By working through the 1-meter example, the results can be used for future UV-C lamp installations as follows. The lamp was a 1-meter-long, 80-Watt HO lamp, irradiating a 1-sq-meter surface, or 10.76 sq. ft. If the lamp wattage is divided by the square footage of the surface, it becomes (80/10.76) = 7.43 Watts/sq ft of coil surface area. This simpler method exceeds ASHRAE’s recommendations of 100 µW/cm2 at the farthest point, under typical operating conditions when the lamp is located 12 in. from the coil surface!

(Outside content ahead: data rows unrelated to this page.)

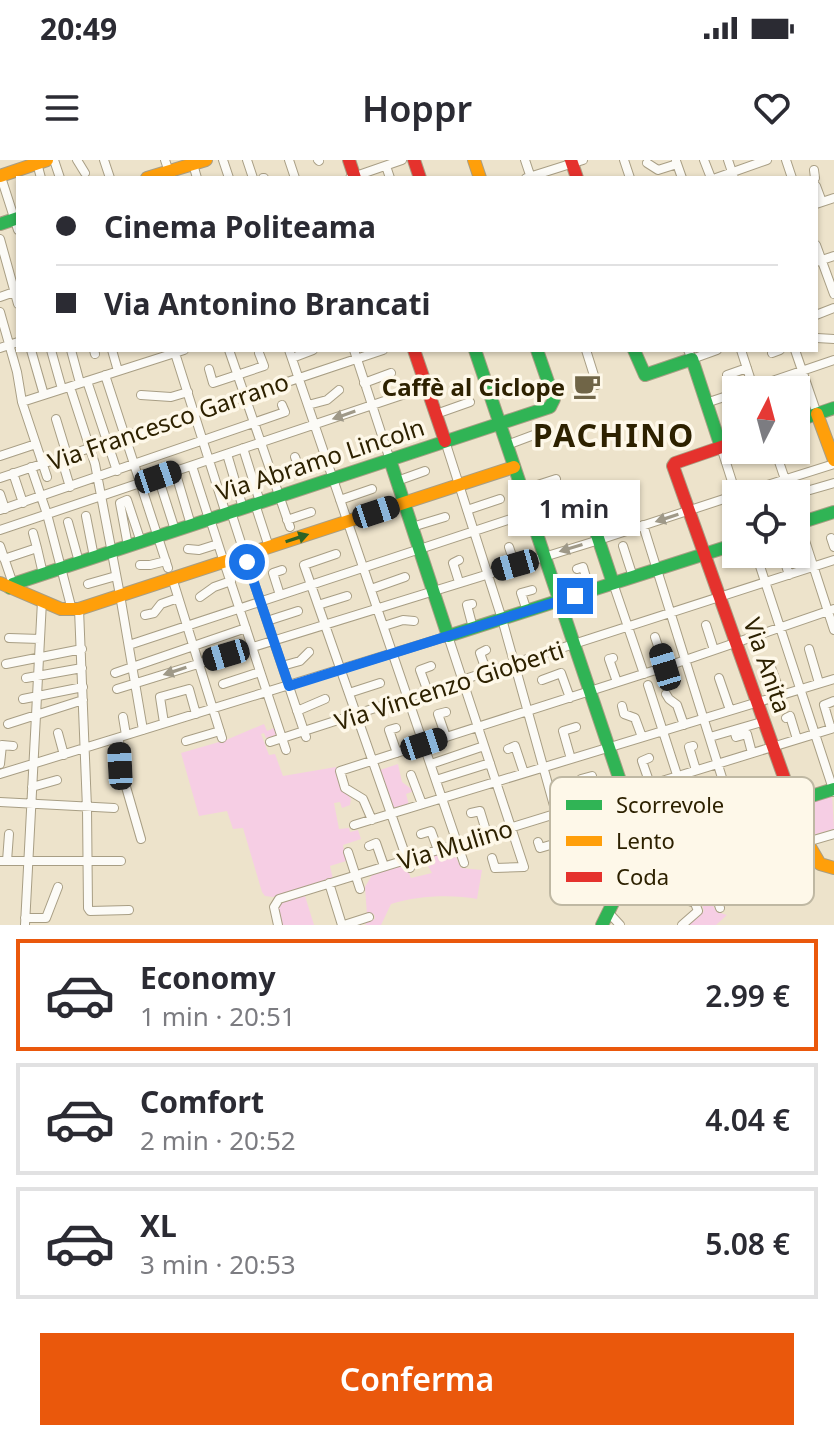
<!DOCTYPE html>
<html lang="it">
<head>
<meta charset="utf-8">
<style>
	body { margin:0; font-family:"Noto Sans",sans-serif; background:#f7f7f7; color:#2b2b33; height:100vh; display:flex; flex-direction:column; font-size:30px; white-space:nowrap }
	* { box-sizing:border-box; margin:0 }
	p { font-size:26px; color:#7c7c81 }
	.icon { flex:none; width:44px; height:44px; fill:none; stroke:currentColor; stroke-width:2; stroke-linecap:round; stroke-linejoin:round }
	.map { position:relative; height:765px; overflow:hidden }
	.drawer { display:flex; flex-direction:column; background:#fff; flex:1 }
	.drawer>* { flex:none }
	.top-card { position:absolute; left:16px; top:16px; width:802px; height:176px; border-radius:0px; box-shadow:0 2px 6px #0004; display:grid; align-content:center; height:176px; padding:0 40px; background:#fff }
	.needle { width:52px; rotate:6deg }
	.buttons { position:absolute; left:722px; top:216px; display:grid; gap:16px }
	.buttons a { display:grid; place-items:center; width:88px; height:88px; border-radius:0px; background:#fff; box-shadow:0 2px 6px #0004; font-size:40px }
	.end { position:absolute; width:36px; height:36px; margin:-18px; border:10px solid #1a73e8; background:#fff; box-shadow:0 0 0 4px #fff }
	.from { border-radius:50% }
	.bubble { position:absolute; height:56px; border-radius:0px; background:#fff; box-shadow:0 2px 6px #0004; font-size:26px; font-weight:600; line-height:56px; text-align:center }
	.car { position:absolute; width:24px; height:48px; margin:-24px -12px; border-radius:10px; box-shadow:0 0 6px 2px #0007; background:linear-gradient(#222 24%,#8ab4d8 0 40%,#222 0 76%,#8ab4d8 0 86%,#222 0) }
	.top-card b { display:flex; align-items:center; gap:28px; height:76px; font-size:30px }
	.top-card b+b { border-top:2px solid #e1e1e2 }
	.top-card i { width:20px; height:20px; background:#2b2b33 }
	ul { padding:14px 0 0; list-style:none }
	li { display:flex; align-items:center; gap:24px; height:112px; margin:0 16px 12px; padding:0 24px; border:4px solid #e1e1e2; border-radius:0px }
	li div { flex:1 }
	li b { display:block; font-size:30px }
	li em { font-style:normal; font-weight:600 }
	li.active { border-color:#ea580c }
	li>.icon { width:72px; height:72px; stroke-width:1.5 }
	.action { display:flex; gap:16px; margin-top:auto; padding:16px 40px }
	.action a { flex:1; height:92px; border-radius:0px; background:#ea580c; color:#fff; font-size:32px; font-weight:600; line-height:92px; text-align:center }
	.status { display:flex; justify-content:space-between; align-items:center; height:56px; padding:0 40px; background:#fff; direction:ltr }
	.status svg { height:22px; fill:currentColor }
	header { display:flex; justify-content:space-between; align-items:center; height:104px; padding:0 40px; background:#fff; font-size:36px; font-weight:600 }
	.map>svg:first-child { display:block }
</style>
</head>
<body>
<div class="status"><b>20:49</b><svg viewBox="0 0 49 12"><path d="M0 12V9h3v3zM5 12V6h3v6zM10 12V3h3v9zM15 12V0h3v12zM26 1h20v11H26zM47 4h2v5h-2z"/></svg></div>
<header><svg class="icon" aria-label="menu" viewBox="0 0 24 24"><path d="M4 6h16M4 12h16M4 18h16"/></svg>Hoppr<svg class="icon" aria-label="heart" viewBox="0 0 24 24"><path d="M12 20l-8-8c-3-5 5-10 8-4 3-6 11-1 8 4z"/></svg></header>
<div class="map">
<svg width="834" height="765" viewBox="0 0 834 765">
	<rect width="100%" height="100%" fill="#ede3cb"/>
	<path fill="#f6cee4" d="M 264,564 L 267,571 L 274,568 L 276,575 L 266,578 L 264,573 L 261,574 L 269,595 L 275,594 L 283,616 L 336,607 L 339,623 L 351,639 L 350,645 L 342,648 L 340,642 L 334,643 L 339,669 L 349,668 L 350,672 L 358,670 L 361,679 L 343,685 L 346,701 L 330,706 L 333,719 L 273,737 L 265,736 L 262,732 L 243,668 L 233,669 L 227,651 L 199,656 L 181,593 L 226,580 Z
		M 398,604 L 402,622 L 414,631 L 406,634 L 409,645 L 393,649 L 380,610 Z
		M 832,635 L 834,669 L 809,676 L 801,653 L 806,651 L 804,644 Z
		M 449,691 L 451,698 L 456,697 L 461,708 L 482,710 L 477,739 C 452,734 415,736 391,744 L 381,765 L 366,765 L 365,762 L 375,759 L 374,754 L 367,755 L 365,727 L 372,715 L 405,704 L 411,718 L 432,713 L 428,706 L 435,704 L 433,696 Z
		M 698,698 L 708,738 L 717,752 L 727,755 L 716,765 L 689,765 L 704,751 L 687,701 Z
		M 305,736 L 314,765 L 281,765 L 278,744 Z"/>
	<g fill="none" stroke-linecap="round" stroke-linejoin="round">
		<g stroke="#a89e84" stroke-width="10">
			<path id="street" d="M 54,0 L 60,18
				M 77,0 L 85,13
				M 104,0 L 110,18
				M 165,0 L 171,18
				M 223,0 L 229,18
				M 247,0 L 253,18
				M 289,0 L 295,18
				M 318,0 L 319,1
				M 525,0 L 531,18
				M 624,0 L 630,18
				M 704,0 L 711,18
				M 728,0 L 734,18
				M 786,0 L 792,18
				M 676,1 L 682,18
				M 37,3 L 41,18
				M 647,3 L 658,10 L 677,4
				M 193,4 L 197,18
				M 386,6 L 390,18
				M 814,10 L 815,18
				M 0,14 L 18,70
				M 263,18 L 264,18
				M 350,18 L 402,0
				M 526,18 L 583,0
				M 716,18 L 767,0
				M 816,26 L 822,42
				M 816,44 L 834,38
				M 0,79 L 18,144
				M 816,85 L 834,134
				M 816,102 L 834,96
				M 0,137 L 17,131
				M 0,152 L 17,212 L 22,242 L 47,317
				M 816,155 L 834,148
				M 817,178 L 834,179
				M 0,188 L 18,182
				M 31,190 L 44,235
				M 51,190 L 62,229
				M 71,190 L 80,223
				M 94,190 L 95,194
				M 112,190 L 118,211
				M 174,190 L 226,354
				M 229,190 L 290,367
				M 289,190 L 464,703
				M 354,190 L 390,300
				M 586,190 L 597,225
				M 688,190 L 692,199 L 717,190
				M 741,190 L 754,230
				M 795,190 L 817,254
				M 772,193 L 780,190
				M 292,198 L 313,190
				M 209,209 L 213,223 L 264,206 L 259,193
				M 105,215 L 168,408
				M 727,215 L 747,208
				M 781,218 L 785,230
				M 87,221 L 117,311
				M 364,223 L 391,213
				M 70,227 L 95,304 L 120,435 L 143,570
				M 746,230 L 834,200
				M 141,235 L 171,237 L 188,232
				M 22,242 L 184,190
				M 706,243 L 736,233
				M 308,245 L 327,240 L 339,230
				M 436,254 L 470,242
				M 736,254 L 736,260
				M 56,259 L 67,295
				M 445,281 L 502,459 L 568,696
				M 507,285 L 539,273
				M 721,287 L 736,334
				M 243,288 L 260,342
				M 775,290 L 790,334
				M 227,294 L 243,348
				M 0,296 L 36,284
				M 61,297 L 70,327
				M 192,306 L 209,359
				M 31,307 L 47,354 L 72,450
				M 175,311 L 191,365
				M 13,313 L 23,343
				M 158,317 L 175,370
				M 273,317 L 299,308 L 295,297
				M 0,318 L 383,190
				M 397,321 L 425,311
				M 522,330 L 556,319
				M 810,330 L 834,323
				M 0,334 L 5,349
				M 739,334 L 834,304
				M 340,340 L 372,329
				M 255,344 L 267,381
				M 0,350 L 285,252 L 282,245
				M 467,350 L 500,339
				M 231,352 L 243,389
				M 796,353 L 834,470
				M 86,356 L 94,397
				M 210,359 L 222,396
				M 287,360 L 311,352
				M 68,362 L 79,402
				M 643,365 L 759,736
				M 412,367 L 445,357
				M 0,370 L 426,227
				M 33,373 L 37,388
				M 831,378 L 834,387
				M 0,386 L 13,424
				M 128,386 L 120,343 L 127,340 L 141,382
				M 623,386 L 633,417
				M 509,387 L 515,405
				M 188,389 L 199,390 L 218,384
				M 336,394 L 304,405 L 410,708
				M 756,394 L 834,632
				M 783,396 L 789,415
				M 4,399 L 37,388 L 43,414
				M 459,400 L 453,403 L 459,422
				M 247,402 L 306,577
				M 140,405 L 150,405 L 166,401
				M 225,405 L 286,590
				M 577,409 L 583,407 L 590,431
				M 613,423 L 644,514
				M 88,424 L 116,416
				M 174,424 L 222,578
				M 371,429 L 405,417
				M 280,435 L 273,413 L 282,410
				M 200,437 L 214,427 L 231,421
				M 472,444 L 467,445 L 473,468
				M 318,445 L 347,436
				M 79,449 L 87,648 L 88,748 L 90,751 L 129,750
				M 527,451 L 521,433 L 532,430
				M 145,455 L 154,453 L 161,444 L 178,438
				M 267,461 L 298,451
				M 706,465 L 714,490
				M 384,466 L 403,460 L 414,461
				M 655,477 L 665,507
				M 9,478 L 40,479
				M 129,485 L 529,353
				M 809,489 L 819,523
				M 486,490 L 480,493 L 487,513
				M 613,498 L 609,499 L 617,522
				M 769,502 L 781,535
				M 6,504 L 82,489
				M 282,506 L 300,501 L 309,492
				M 115,513 L 246,468
				M 26,518 L 82,508
				M 719,518 L 730,550
				M 542,520 L 561,513 L 570,538
				M 223,524 L 260,512
				M 648,525 L 720,748
				M 117,529 L 599,380 L 736,335
				M 428,532 L 420,510 L 431,506
				M 349,533 L 380,523
				M 666,534 L 669,539 L 677,545 L 684,565
				M 23,539 L 83,527
				M 622,546 L 624,554 L 635,558 L 642,577
				M 297,551 L 325,539
				M 446,552 L 438,554 L 446,577
				M 123,557 L 126,575
				M 786,558 L 790,556 L 797,579
				M 164,563 L 160,537 L 189,529 L 196,554
				M 8,564 L 83,540
				M 396,568 L 389,570 L 397,593
				M 831,569 L 824,545 L 834,541
				M 734,570 L 736,577 L 747,574 L 752,593
				M 58,573 L 64,595
				M 710,577 L 765,561
				M 119,578 L 120,606 L 141,679
				M 186,581 L 220,571
				M 270,582 L 834,400
				M 693,586 L 689,587 L 696,610
				M 508,589 L 515,586 L 524,613
				M 649,598 L 642,601 L 650,624
				M 571,599 L 563,571 L 576,567
				M 0,604 L 2,585 L 13,586
				M 431,604 L 484,586
				M 0,614 L 448,476 L 524,707 L 495,708 L 492,698
				M 411,615 L 422,644
				M 436,620 L 490,603
				M 32,627 L 57,620
				M 702,627 L 715,666
				M 0,642 L 114,648
				M 588,643 L 581,619 L 592,616
				M 471,653 L 480,651 L 487,674
				M 372,660 L 363,639 L 345,628 L 340,611 L 665,507 L 834,449
				M 354,665 L 834,519
				M 421,674 L 431,671 L 438,690
				M 651,677 L 653,662 L 658,651
				M 538,682 L 540,688 L 564,681
				M 369,686 L 376,683 L 384,706
				M 348,692 L 360,729
				M 766,694 L 834,674
				M 0,701 L 121,701
				M 7,701 L 9,674
				M 624,719 L 695,743 L 698,751 L 682,765
				M 329,723 L 342,765
				M 608,752 L 620,765
				M 25,758 L 46,758 L 58,727
				M 25,765 L 42,441
				M 278,765 L 274,747 L 279,739 L 834,568
				M 344,765 L 369,757"/>
		</g>
		<g stroke="#a89e84" stroke-width="14">
			<path id="fast" d="M 0,64 L 18,58
				M 475,190 L 639,677 L 639,690 L 602,765
				M 634,190 L 645,215 L 692,199 L 721,287
				M 796,261 L 834,248
				M 390,300 L 448,476 L 736,384
				M 529,353 L 584,336 L 613,423
				M 796,364 L 834,352
				M 10,428 L 13,424 L 550,247 L 554,239 L 537,190
				M 639,690 L 834,629"/>
		</g>
		<g stroke="#a89e84" stroke-width="14">
			<path id="slow" d="M 474,0 L 480,18
				M 0,16 L 47,0
				M 147,18 L 206,0
				M 817,254 L 834,300
				M 0,423 L 61,449 L 79,449 L 514,307
				M 786,623 L 807,682 L 820,704 L 834,708"/>
		</g>
		<g stroke="#a89e84" stroke-width="14">
			<path id="jam" d="M 349,0 L 355,18
				M 414,0 L 420,18
				M 571,0 L 577,18
				M 414,190 L 445,281
				M 736,282 L 675,303 L 673,306 L 786,623"/>
		</g>
		<use href="#street" stroke="#fcfbf7" stroke-width="8"/>
		<use href="#fast" stroke="#30b455" stroke-width="12"/>
		<use href="#slow" stroke="#ff9f0a" stroke-width="12"/>
		<use href="#jam" stroke="#e5322d" stroke-width="12"/>
	</g>
	<defs><path id="oneway-solid" d="M-6-.8H1V-3.2L6.5 0L1 3.2V.8H-6Z" transform="scale(2)"/></defs>
	<g fill="#9f9988">
		<use href="#oneway-solid" transform="translate(344 255) rotate(161)"/>
		<use href="#oneway-solid" transform="translate(667 358) rotate(162)"/>
		<use href="#oneway-solid" transform="translate(571 388) rotate(163)"/>
		<use href="#oneway-solid" transform="translate(175 511) rotate(162)"/>
	</g>
	<use fill="#2e6326" href="#oneway-solid" transform="translate(297 378) rotate(-18)"/>
	<g fill="none" stroke-linecap="round" stroke-linejoin="round">
		<path stroke="#1a73e8" stroke-width="10" d="M 247,402 L 289,526 L 575,436"/>
	</g>
	<defs>
		<g id="cafe-bare" transform="scale(2.16)"><path d="M-5.5-4.5H6V0H3Q3 3.5 0 3.5H-2.5Q-5.5 3.5-5.5 0ZM3-3.2v2h1.7v-2ZM-6 4.5H4V6H-6Z" fill="#706547" stroke="#fef8e9" stroke-width="2.5" paint-order="stroke"/></g>
	</defs>
	<g fill-rule="evenodd">
		<use href="#cafe-bare" x="587" y="226"/>
	</g>
	<g text-anchor="middle" dominant-baseline="central" stroke-width="7" stroke-linejoin="round" paint-order="stroke">
		<g font-size="24" font-weight="bold" fill="#2d2100" stroke="#fef8e9" text-anchor="end">
			<text x="565" y="226">Caffè al Ciclope</text>
		</g>
		<g font-size="24" fill="#2d2100" stroke="#fef8e9">
			<text transform="translate(168 261) rotate(-19)">Via Francesco Garrano</text>
			<text transform="translate(320 299) rotate(-18)">Via Abramo Lincoln</text>
			<text transform="translate(768 505) rotate(71)">Via Anita</text>
			<text transform="translate(449 525) rotate(-18)">Via Vincenzo Gioberti</text>
			<text transform="translate(455 684) rotate(-17)">Via Mulino</text>
		</g>
		<g font-size="32" font-weight="bold" letter-spacing="2" fill="#2d2100" stroke="#fef8e9">
			<text x="614" y="274">PACHINO</text>
		</g>
	</g>
	<rect x="550" y="617" width="264" height="128" rx="12" fill="#fef8e9" stroke="#bfb8a3" stroke-width="2"/>
	<rect x="566" y="640" width="36" height="10" fill="#30b455"/>
	<rect x="566" y="676" width="36" height="10" fill="#ff9f0a"/>
	<rect x="566" y="712" width="36" height="10" fill="#e5322d"/>
	<g font-size="22" fill="#2d2100">
		<text x="616" y="653">Scorrevole</text>
		<text x="616" y="689">Lento</text>
		<text x="616" y="725">Coda</text>
	</g>
</svg>
<div class="buttons">
<a><svg class="needle" viewBox="-14 -14 28 28"><path d="M0-13l5 13h-10z" fill="#e53935"/><path d="M0 13l5-13h-10z" fill="#7c7c81"/></svg></a>
<a><svg class="icon" aria-label="locate" viewBox="0 0 24 24"><circle cx="12" cy="12" r="6"/><path d="M12 2v4M12 18v4M2 12h4M18 12h4"/></svg></a>
</div>
<i class="end from" style="left:247px;top:402px"></i>
<i class="end" style="left:575px;top:436px"></i>
<div class="bubble" style="left:508px;top:320px;width:132px">1 min</div>
<i class="car" style="left:158px;top:317px;rotate:71deg"></i>
<i class="car" style="left:376px;top:352px;rotate:72deg"></i>
<i class="car" style="left:515px;top:405px;rotate:254deg"></i>
<i class="car" style="left:226px;top:495px;rotate:253deg"></i>
<i class="car" style="left:665px;top:507px;rotate:343deg"></i>
<i class="car" style="left:424px;top:584px;rotate:72deg"></i>
<i class="car" style="left:120px;top:606px;rotate:357deg"></i>
<div class="top-card">
<b><i class="from"></i>Cinema Politeama</b>
<b><i></i>Via Antonino Brancati</b>
</div>
</div>
<section class="drawer">
<ul>
<li class="active"><svg class="icon" aria-label="car" viewBox="0 0 24 24"><path d="M5 17H2v-5l4-1 3-4h7l3 4 3 1v5h-3M9 17h6M6 11h13"/><circle cx="7" cy="17" r="2"/><circle cx="17" cy="17" r="2"/></svg><div><b>Economy</b><p>1 min · 20:51</p></div><em>2.99 €</em></li>
<li><svg class="icon" aria-label="car" viewBox="0 0 24 24"><path d="M5 17H2v-5l4-1 3-4h7l3 4 3 1v5h-3M9 17h6M6 11h13"/><circle cx="7" cy="17" r="2"/><circle cx="17" cy="17" r="2"/></svg><div><b>Comfort</b><p>2 min · 20:52</p></div><em>4.04 €</em></li>
<li><svg class="icon" aria-label="car" viewBox="0 0 24 24"><path d="M5 17H2v-5l4-1 3-4h7l3 4 3 1v5h-3M9 17h6M6 11h13"/><circle cx="7" cy="17" r="2"/><circle cx="17" cy="17" r="2"/></svg><div><b>XL</b><p>3 min · 20:53</p></div><em>5.08 €</em></li>
</ul>
<div class="action"><a>Conferma</a></div>
</section>
</body>
</html>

After determining how much light is needed, engineers need to select the types of lamps that will provide the necessary light energy. Among the considerations are single-ended (Figure 2) and double-ended lamps (Figure 3). Double-ended lamps are used in specific length configurations and may confine the design in certain air handling units (AHUs). Single-ended lamps provide a lot of flexibility relative to a given plenum’s width because they can be overlapped (Figure 4). Single-ended lamp fixtures can also be used in hard-to-access plenums and smaller rooftop units, as they are installed and serviced from outside the plenum (Figure 5).
Another consideration is whether to use PTFE encapsulation for safety. Encapsulated lamps trap the glass and mercury within a protective envelope should the lamp be broken. In most all applications there is a risk of lamp breakage. Encapsulation is recommended because the cleanup procedures for broken lamps can be extensive. Otherwise, guidelines for handling broken lamps can also be found in the 2011 ASHRAE Handbook – Applications, Chapter 60.
When using single-ended lamps, lamps of a single length can often be selected for the entire facility. This minimizes the number of spare lamps that must be kept on-site, and it increases the purchasing power for buying in bulk when re-lamping on an annual schedule. As mentioned, this approach simply overlaps lamps and eliminates having to have combinations of sizes to get a perfect fit from one end of the coil bank to the other.